202101141538 Homework 1 (Q4)

$\phi :G_1\rightarrow G_2$ is said to be a group embedding if it is an injective group homomorphism.

For a group $G$ and $a\in G$ , we define the left translation of $G$ by $a$

$l_a:G\rightarrow G$ , $g\mapsto ag,\qquad g\in G$ .

Thus $l$ is a mapping from a value into a function of the value.

I would like to first check that $l$ is a homomorphism,

i.e., $l(a_1a_2)=l(a_1)l(a_2)$ .

$\begin{aligned} \textrm{LHS} & = l(a_1a_2)\\ & =l_{a_1a_2}(g)\qquad\qquad (g\in G)\\ & = a_1a_2g\qquad\qquad (a_1,a_2\in G)\\ & = l_{a_1}(l_{a_2}(g))\\ & =(l_{a_1}\circ l_{a_2})(g)\qquad\qquad (\circ\,\textrm{as the operation in }\textrm{Perm}(G))\\ & = (l_{a_1}l_{a_2})(g)\\ & = l(a_1)l(a_2)\\ & = \textrm{RHS}\\ \end{aligned}$

$\therefore$ $l$ is a homomorphism.

Secondly, I would like to check that $l$ is injective.

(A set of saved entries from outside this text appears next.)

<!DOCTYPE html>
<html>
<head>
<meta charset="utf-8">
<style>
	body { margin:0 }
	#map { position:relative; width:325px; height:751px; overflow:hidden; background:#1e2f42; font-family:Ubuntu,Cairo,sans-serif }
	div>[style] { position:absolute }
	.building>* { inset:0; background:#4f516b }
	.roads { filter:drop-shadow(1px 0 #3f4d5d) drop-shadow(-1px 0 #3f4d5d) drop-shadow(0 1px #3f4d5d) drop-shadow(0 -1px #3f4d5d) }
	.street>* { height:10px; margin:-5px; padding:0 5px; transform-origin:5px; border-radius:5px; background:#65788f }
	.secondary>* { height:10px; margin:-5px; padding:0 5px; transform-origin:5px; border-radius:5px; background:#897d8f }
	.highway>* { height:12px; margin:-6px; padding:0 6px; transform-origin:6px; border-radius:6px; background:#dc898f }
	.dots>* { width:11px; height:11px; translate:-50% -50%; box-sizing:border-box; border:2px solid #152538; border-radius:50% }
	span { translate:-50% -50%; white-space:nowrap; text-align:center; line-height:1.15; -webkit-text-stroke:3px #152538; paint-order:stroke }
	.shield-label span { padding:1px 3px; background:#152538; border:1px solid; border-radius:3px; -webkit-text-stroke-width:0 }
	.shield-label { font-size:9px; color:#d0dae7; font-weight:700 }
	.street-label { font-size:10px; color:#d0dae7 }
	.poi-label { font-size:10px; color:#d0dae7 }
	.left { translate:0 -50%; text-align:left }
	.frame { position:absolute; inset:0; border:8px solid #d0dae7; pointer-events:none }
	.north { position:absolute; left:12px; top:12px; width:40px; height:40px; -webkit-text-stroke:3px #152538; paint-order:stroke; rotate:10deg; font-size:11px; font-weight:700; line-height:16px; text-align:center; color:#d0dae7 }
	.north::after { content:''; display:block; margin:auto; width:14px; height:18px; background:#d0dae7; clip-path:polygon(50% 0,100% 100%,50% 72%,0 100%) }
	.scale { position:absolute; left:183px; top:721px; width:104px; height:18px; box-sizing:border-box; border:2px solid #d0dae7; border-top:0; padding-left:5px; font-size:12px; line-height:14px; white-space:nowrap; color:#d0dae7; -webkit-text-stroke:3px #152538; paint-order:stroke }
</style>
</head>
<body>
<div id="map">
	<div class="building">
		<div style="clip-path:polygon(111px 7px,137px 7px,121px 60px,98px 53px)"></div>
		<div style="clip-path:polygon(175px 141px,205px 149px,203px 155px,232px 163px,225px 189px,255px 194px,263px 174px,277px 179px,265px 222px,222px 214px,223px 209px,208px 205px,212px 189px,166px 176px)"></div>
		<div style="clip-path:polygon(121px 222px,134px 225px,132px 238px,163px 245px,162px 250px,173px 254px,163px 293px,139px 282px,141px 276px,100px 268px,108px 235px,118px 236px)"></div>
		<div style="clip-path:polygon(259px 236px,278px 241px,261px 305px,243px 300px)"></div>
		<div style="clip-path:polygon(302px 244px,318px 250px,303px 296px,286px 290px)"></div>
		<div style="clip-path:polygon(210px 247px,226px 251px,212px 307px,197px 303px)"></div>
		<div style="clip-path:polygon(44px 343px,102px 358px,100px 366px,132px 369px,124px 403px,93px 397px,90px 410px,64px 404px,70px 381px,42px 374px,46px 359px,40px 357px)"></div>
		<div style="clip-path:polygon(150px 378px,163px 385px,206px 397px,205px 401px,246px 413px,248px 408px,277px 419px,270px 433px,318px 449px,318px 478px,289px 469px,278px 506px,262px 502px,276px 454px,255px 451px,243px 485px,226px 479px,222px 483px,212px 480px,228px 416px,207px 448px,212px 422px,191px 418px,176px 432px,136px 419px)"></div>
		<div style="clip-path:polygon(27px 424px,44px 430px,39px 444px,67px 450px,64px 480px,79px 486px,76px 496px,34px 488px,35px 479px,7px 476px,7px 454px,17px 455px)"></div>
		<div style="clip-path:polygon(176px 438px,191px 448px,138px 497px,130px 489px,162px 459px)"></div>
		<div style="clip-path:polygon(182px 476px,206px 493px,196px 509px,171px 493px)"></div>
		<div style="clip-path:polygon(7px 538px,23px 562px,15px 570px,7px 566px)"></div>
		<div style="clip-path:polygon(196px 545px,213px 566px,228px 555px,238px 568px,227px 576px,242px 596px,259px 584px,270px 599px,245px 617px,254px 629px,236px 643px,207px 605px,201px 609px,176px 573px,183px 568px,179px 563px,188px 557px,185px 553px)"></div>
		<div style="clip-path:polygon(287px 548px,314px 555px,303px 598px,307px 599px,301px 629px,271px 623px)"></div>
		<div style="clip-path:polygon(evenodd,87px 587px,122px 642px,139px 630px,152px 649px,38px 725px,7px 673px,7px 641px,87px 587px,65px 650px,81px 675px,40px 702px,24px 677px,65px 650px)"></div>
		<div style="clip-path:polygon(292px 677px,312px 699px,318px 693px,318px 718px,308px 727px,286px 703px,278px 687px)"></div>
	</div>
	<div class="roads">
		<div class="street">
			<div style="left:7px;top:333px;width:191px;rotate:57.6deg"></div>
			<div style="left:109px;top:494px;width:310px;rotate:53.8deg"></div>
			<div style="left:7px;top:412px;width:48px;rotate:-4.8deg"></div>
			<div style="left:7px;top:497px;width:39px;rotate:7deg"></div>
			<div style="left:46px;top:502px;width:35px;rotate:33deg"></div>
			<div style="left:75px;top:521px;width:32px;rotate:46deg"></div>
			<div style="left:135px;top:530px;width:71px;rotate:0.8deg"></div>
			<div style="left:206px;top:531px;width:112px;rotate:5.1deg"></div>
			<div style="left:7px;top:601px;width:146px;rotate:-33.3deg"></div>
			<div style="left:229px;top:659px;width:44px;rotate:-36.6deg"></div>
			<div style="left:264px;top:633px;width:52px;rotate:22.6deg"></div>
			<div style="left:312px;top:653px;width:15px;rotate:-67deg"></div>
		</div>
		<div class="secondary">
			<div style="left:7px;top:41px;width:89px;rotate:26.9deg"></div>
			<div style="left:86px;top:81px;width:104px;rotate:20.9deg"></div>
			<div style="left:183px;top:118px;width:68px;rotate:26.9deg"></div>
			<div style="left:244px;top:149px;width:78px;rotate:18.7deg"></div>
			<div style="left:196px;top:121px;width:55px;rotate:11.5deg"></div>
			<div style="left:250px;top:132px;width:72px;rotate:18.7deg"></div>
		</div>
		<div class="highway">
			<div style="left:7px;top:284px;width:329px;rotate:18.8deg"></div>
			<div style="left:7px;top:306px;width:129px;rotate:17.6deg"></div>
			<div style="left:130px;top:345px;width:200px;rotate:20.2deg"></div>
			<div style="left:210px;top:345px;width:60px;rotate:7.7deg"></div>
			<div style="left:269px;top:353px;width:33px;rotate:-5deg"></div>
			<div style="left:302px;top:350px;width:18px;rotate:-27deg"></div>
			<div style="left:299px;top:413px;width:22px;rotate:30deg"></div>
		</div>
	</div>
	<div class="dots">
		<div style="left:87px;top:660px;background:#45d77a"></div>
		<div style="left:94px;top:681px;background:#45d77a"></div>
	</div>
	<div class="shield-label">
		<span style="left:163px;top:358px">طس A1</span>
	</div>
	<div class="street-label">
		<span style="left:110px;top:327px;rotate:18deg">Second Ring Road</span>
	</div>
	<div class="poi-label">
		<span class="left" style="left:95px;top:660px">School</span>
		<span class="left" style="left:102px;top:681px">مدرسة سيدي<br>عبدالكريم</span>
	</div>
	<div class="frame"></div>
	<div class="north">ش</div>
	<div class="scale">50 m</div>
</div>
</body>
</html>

If $l(a_1)\neq l(a_2)$ , or $l_{a_1}(g)\neq l_{a_2}(g)$ , or, $a_1g\neq a_2g$ for $a_1,a_2, g\in G$ , then $a_1gg^{-1}\neq a_2gg^{-1}$ guaranteed that the inverse of $g$ always exists in $G$ . It follows that $a_1\neq a_2$ .

$\therefore$ $l$ is injective.

In conclusion, $l$ is a group embedding.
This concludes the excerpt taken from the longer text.